Заметив, что я чуть-чуть улыбнулся, Чехов и сам заулыбался.
— Вот, вот! Вы мне же сейчас шпильку подпустить хотите! — А почему, мол, вы сами, Антон Павлович, в сей Ялте обретаетесь да еще домовладельцем оной сделались?
А я вам на это отвечу:
— С одной стороны — по болезни, а с другой — по слабости характера. Жилка домовладельческая подвела, признаться! С молодости у меня было какое-то, не смейтесь, особое почтение к титулу «господин домовладелец». А тут вдруг случай подвернулся — самому домовладельцем, да еще ялтинским, сделаться. Ну, и сделался! И… и теперь иной раз на дачу мою мне смотреть тошнехонько!
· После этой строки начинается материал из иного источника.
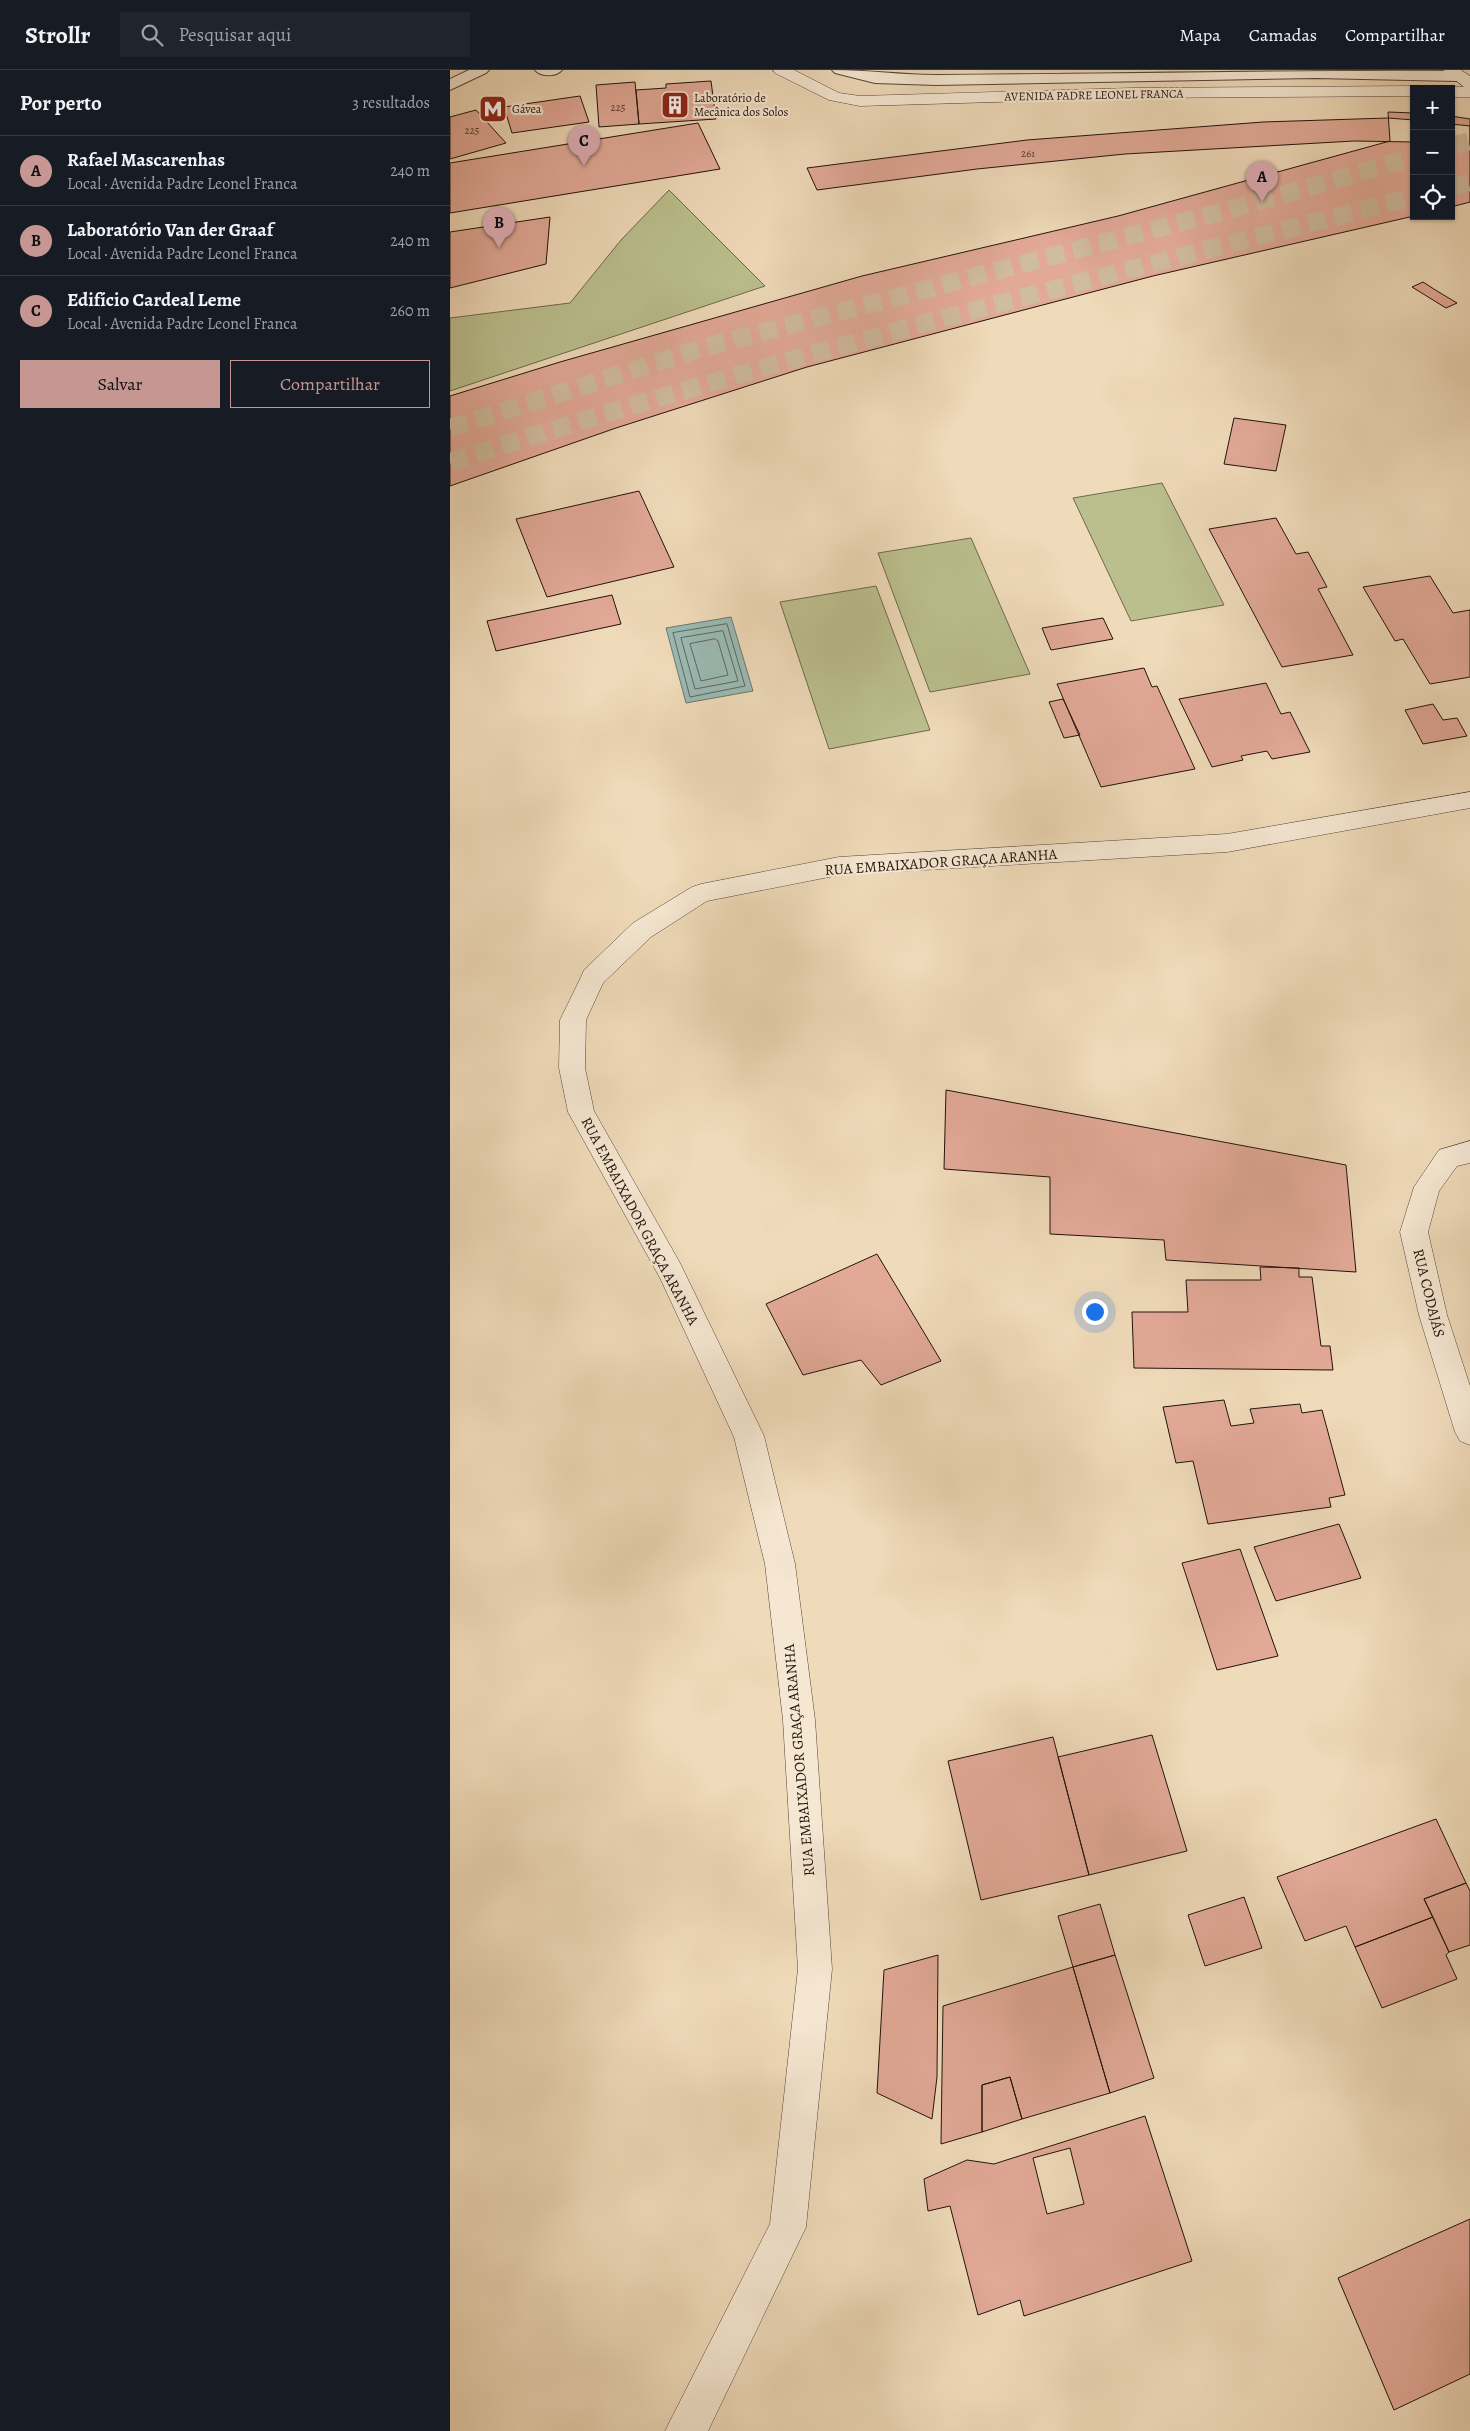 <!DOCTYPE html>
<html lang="pt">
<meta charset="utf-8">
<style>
:root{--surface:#171b24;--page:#20242c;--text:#f1f3f6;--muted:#9ea1a6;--line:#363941;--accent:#c59692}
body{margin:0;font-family:Alegreya,serif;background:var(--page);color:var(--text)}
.controls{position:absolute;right:15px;top:15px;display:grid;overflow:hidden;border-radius:0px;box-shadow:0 1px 4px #0004}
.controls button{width:45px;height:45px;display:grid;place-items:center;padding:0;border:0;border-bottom:1px solid var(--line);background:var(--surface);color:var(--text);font:25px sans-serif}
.you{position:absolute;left:644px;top:1241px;width:18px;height:18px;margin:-12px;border:4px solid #fff;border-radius:50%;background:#1a73e8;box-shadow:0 0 0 8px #1a73e833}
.badge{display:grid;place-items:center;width:32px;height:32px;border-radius:50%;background:var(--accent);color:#111;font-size:16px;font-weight:700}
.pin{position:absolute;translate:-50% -41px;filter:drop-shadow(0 1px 2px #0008)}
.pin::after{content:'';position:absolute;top:26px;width:18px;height:15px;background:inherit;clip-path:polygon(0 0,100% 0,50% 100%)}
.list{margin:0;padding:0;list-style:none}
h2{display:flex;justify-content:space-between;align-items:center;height:65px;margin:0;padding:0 20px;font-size:21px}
h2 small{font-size:16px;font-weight:400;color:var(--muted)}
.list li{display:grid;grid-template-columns:32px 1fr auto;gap:15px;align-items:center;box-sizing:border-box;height:70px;padding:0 20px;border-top:1px solid var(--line)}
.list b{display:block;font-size:19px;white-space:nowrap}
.list p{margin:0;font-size:16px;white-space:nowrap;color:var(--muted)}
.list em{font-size:16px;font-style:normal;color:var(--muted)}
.actions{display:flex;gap:10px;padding:15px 20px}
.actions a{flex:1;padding:11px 0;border:1px solid var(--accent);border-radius:0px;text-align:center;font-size:18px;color:var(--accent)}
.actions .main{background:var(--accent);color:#111}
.icon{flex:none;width:28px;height:28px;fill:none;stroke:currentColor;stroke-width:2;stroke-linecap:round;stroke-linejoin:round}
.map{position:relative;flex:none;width:1020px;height:2361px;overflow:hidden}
header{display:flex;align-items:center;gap:30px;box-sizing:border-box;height:70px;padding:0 25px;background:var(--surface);border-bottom:1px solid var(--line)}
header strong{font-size:24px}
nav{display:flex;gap:28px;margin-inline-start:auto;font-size:18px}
.search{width:350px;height:45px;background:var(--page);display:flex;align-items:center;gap:12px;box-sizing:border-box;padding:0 18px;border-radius:0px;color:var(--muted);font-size:19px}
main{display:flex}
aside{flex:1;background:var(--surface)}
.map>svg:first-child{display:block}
.green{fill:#bbbf8e;stroke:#6e684d}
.water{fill:#9abab4;stroke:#6a7771}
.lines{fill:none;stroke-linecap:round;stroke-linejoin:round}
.shore{stroke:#5e6660;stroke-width:1}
.building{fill:#e2a997;stroke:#21120c;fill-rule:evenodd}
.highway-tunnel{stroke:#d0bc9f;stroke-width:18;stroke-dasharray:18 9;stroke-linecap:butt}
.lane-casing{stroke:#544437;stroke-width:2}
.street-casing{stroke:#544437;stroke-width:1}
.secondary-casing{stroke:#21120c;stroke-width:1}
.lane{fill:#f5e7d2;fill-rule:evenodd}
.street{fill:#f5e7d2;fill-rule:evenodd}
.secondary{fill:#f5e7d2;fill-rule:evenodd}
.labels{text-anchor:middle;stroke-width:4.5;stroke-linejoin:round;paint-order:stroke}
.far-number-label{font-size:11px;fill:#51382f}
.far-street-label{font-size:12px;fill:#21120c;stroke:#f5e7d2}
.far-poi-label{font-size:12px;fill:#21120c;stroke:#f5e7d2;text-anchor:start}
.street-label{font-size:15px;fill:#21120c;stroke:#f5e7d2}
</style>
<header>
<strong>Strollr</strong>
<div class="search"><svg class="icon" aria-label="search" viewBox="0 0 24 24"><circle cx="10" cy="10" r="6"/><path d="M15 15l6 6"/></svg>Pesquisar aqui</div>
<nav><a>Mapa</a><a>Camadas</a><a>Compartilhar</a></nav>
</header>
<main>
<aside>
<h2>Por perto<small>3 resultados</small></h2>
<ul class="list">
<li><span class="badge">A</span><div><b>Rafael Mascarenhas</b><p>Local · Avenida Padre Leonel Franca</p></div><em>240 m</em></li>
<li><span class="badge">B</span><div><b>Laboratório Van der Graaf</b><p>Local · Avenida Padre Leonel Franca</p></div><em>240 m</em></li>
<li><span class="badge">C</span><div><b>Edifício Cardeal Leme</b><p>Local · Avenida Padre Leonel Franca</p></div><em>260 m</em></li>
</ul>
<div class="actions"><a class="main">Salvar</a><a>Compartilhar</a></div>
</aside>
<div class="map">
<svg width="1020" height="2361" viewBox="0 0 1020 2361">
<rect width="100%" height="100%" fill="#efdab9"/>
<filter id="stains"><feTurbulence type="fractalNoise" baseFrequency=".004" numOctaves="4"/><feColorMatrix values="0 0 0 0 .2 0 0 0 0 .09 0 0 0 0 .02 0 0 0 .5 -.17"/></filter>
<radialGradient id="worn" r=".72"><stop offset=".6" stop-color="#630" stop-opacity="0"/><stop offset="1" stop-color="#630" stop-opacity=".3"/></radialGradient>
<path class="green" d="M 219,120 L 315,216 L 0,321 L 0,248 L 120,233 L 171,170 Z
M 712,413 L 774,535 L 681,551 L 623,428 Z
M 521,468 L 580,604 L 480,622 L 428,483 Z
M 426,516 L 480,660 L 379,679 L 330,532 Z"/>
<path class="water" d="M 281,547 L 303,621 L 236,633 L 216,558 Z"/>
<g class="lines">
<path class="shore" d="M 277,554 L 295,616 L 240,627 L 223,563 Z
M 273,561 L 288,611 L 245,619 L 231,568 Z
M 265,569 L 268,571 L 278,605 L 251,611 L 240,574 Z"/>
</g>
<path class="building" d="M 261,11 L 266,49 L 189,54 L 186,20 L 216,18 L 216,14 Z
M 185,12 L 189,54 L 149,57 L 146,15 Z
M 130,26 L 139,52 L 62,63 L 54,37 Z
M 26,40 L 56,73 L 0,89 L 0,47 Z
M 938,42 L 964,43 L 964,146 L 703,206 L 357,297 L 166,358 L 0,416 L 0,326 L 110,292 L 412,206 L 668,146 L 940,71 Z
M 1001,46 L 1020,49 L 1020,132 L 1001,137 Z
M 938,48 L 964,50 L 964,72 L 904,71 L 675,84 L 527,99 L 367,120 L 357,98 L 577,70 L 813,52 Z
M 248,53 L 270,99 L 0,143 L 0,93 Z
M 1001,54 L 1020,56 L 1020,79 L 1001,76 Z
M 100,147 L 96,194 L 0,218 L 0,162 Z
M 973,212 L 987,221 L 1007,233 L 996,238 L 962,217 Z
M 784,348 L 836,355 L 826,401 L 774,394 Z
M 189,421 L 224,497 L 97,527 L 66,449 Z
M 826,448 L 846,484 L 858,482 L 877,517 L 868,519 L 903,585 L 832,597 L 759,459 Z
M 980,506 L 1003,543 L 1020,540 L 1020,607 L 980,614 L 953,569 L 945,571 L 913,517 Z
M 162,525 L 171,554 L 46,581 L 37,551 Z
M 653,548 L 663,569 L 601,580 L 592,558 Z
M 694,598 L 702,617 L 707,616 L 745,699 L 651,717 L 607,614 Z
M 816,613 L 831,644 L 840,642 L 860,682 L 822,689 L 817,681 L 791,686 L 793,690 L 762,697 L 729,629 Z
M 613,629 L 630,665 L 614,668 L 599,632 Z
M 983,634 L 993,650 L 1007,648 L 1017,666 L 973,674 L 955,640 Z
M 496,1020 L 896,1095 L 906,1202 L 716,1190 L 714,1170 L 600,1164 L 600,1107 L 494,1099 Z
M 427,1184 L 491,1291 L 431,1315 L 411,1290 L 353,1305 L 316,1234 Z
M 810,1197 L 849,1198 L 849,1207 L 862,1207 L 871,1276 L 880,1276 L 883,1300 L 684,1298 L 682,1242 L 738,1242 L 736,1210 L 811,1210 Z
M 774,1330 L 781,1356 L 804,1353 L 800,1339 L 850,1334 L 852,1343 L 872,1340 L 895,1425 L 879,1428 L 881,1437 L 758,1454 L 743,1391 L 726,1393 L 713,1337 Z
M 889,1454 L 911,1508 L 826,1531 L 804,1477 Z
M 790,1479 L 828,1586 L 767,1600 L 732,1493 Z
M 702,1665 L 737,1781 L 639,1805 L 608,1687 Z
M 603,1667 L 639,1805 L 531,1830 L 498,1691 Z
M 986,1749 L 1016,1813 L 974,1829 L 983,1847 L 905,1877 L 896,1856 L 855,1871 L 827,1807 Z
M 1016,1813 L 1020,1821 L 1020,1875 L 999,1882 L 974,1829 Z
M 794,1827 L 812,1878 L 755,1896 L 738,1845 Z
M 650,1834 L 665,1885 L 623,1897 L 608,1846 Z
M 983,1847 L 999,1882 L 996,1885 L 1007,1909 L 932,1938 L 905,1877 Z
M 488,1885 L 487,2007 L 482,2049 L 427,2023 L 434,1900 Z
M 665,1885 L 704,2008 L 660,2023 L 623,1897 Z
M 623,1897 L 660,2023 L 572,2049 L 560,2007 L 532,2015 L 532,2062 L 491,2074 L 493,1936 Z
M 560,2007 L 572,2049 L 532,2062 L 532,2015 Z
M 695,2046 L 742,2191 L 574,2246 L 570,2230 L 528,2245 L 500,2136 L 478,2141 L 474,2109 L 517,2090 L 544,2094 ZM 620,2078 L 634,2134 L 597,2144 L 583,2088 Z
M 1020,2149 L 1020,2304 L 944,2340 L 888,2208 Z"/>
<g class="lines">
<path class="highway-tunnel" d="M 1001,76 L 1020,71
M 1001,117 L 1020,112
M 0,358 L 256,277 L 797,135 L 964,87
M 0,392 C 318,290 641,209 964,127"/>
<defs>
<path id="lane" d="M 19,0 L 39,0 L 36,3 L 0,20 L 0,9 Z
M 85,0 L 112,0 C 106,7 91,7 85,0 Z
M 382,0 C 418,0 452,5 488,5 C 661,4 833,0 1006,1 L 1014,6 L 1006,11 L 866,8 L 486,15 L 425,13 L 385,3 Z"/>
<path id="street" d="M 323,0 L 344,0 L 389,23 L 410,26 L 683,18 L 964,16 L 971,19 L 964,19 L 964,26 L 683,28 L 410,36 L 379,30 L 325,3 Z
M 1001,17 L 1020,17 L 1020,27 L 1001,27 L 1001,19 L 995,19 Z
M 1020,722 L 1020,738 L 777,782 L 389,805 L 257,831 L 201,867 L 153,913 L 136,950 L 135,998 L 144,1041 L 230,1193 L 314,1366 L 345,1494 L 365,1650 L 382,1899 L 356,2157 L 258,2361 L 215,2361 L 320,2154 L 348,1899 L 333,1650 L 315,1494 L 284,1367 L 210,1208 L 118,1042 L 109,998 L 110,950 L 131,907 L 134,900 L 183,853 L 242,817 L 251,814 L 389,787 L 777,764 Z
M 1020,1071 L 1020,1093 L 1007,1096 L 989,1121 L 978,1162 L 997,1245 L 1020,1316 L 1020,1375 L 1010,1371 L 1005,1362 L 969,1245 L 950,1162 L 964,1117 L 989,1080 Z"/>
<path id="secondary" d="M 993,0 L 1011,0 L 1020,6 L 1020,19 L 1014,17 Z"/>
</defs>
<use href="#lane" class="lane-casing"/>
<use href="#street" class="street-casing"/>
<use href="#secondary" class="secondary-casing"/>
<use href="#lane" class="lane"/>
<use href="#street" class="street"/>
<use href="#secondary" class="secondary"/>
</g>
<defs>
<symbol id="building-square" viewBox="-11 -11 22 22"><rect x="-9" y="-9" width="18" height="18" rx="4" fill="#8f2418" stroke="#f5e7d2"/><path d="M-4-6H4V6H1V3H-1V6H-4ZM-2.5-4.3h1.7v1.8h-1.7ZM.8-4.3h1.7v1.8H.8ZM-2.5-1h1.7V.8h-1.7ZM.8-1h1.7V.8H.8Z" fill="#fff"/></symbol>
<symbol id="metro-square" viewBox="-11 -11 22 22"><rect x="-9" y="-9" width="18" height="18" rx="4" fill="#8f2418" stroke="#f5e7d2"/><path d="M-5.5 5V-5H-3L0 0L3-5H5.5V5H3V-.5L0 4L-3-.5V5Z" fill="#fff"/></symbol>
</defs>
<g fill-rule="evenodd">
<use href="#building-square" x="209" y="19" width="32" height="32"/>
<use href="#metro-square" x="27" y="23" width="32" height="32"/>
</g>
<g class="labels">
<g class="far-number-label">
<text x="168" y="41">225</text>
<text x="22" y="64">225</text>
<text x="578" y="87">261</text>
</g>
<g class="far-street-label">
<text transform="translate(644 25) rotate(-1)" y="4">AVENIDA PADRE LEONEL FRANCA</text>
</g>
<g class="far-poi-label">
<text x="244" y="32">Laboratório de<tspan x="244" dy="14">Mecânica dos Solos</tspan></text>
<text x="62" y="43">Gávea</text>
</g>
<g class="street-label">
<text transform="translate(491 792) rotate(-4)" y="5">RUA EMBAIXADOR GRAÇA ARANHA</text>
<text transform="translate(190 1151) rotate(62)" y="5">RUA EMBAIXADOR GRAÇA ARANHA</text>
<text transform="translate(979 1223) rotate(76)" y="5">RUA CODAJÁS</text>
<text transform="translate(349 1690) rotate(-95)" y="5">RUA EMBAIXADOR GRAÇA ARANHA</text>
</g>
</g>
<rect width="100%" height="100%" filter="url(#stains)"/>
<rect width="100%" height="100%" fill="url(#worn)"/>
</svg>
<div class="controls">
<button>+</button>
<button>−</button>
<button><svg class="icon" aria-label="locate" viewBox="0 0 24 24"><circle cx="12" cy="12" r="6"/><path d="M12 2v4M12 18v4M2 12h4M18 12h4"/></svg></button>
</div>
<div class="you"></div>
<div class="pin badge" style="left:812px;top:132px">A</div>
<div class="pin badge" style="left:49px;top:178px">B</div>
<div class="pin badge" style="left:134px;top:96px">C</div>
</div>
</main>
В самом деле, в голосе Чехова звучали остро тоскливые нотки.
Но через минутку он опять рассеянно улыбнулся и продолжал:
— В общем, я просто-напросто, селясь в Ялте, как говорится, «опередил события». Надо было бы подождать так… Ну, лет сто, что ли! Тогда, знаете, добрые люди по воздуху летать [будут] со скоростью не ста, а… а тысячи верст в час! Целые, знаете, воздушные поезда будут. И вот, знаете, тогда мы с вами могли бы, вставши утречком в Ялте, вместе отправляться на чай в Москву, на завтрак — в Питер, а к вечеру, к обеду — домой, в эту самую Ялту. А вечером к нам сюда, в Ялту, живые люди из Москвы и Питера заглядывать будут. Вот при таких условиях — стоит и в Ялте жить. При иных — нет!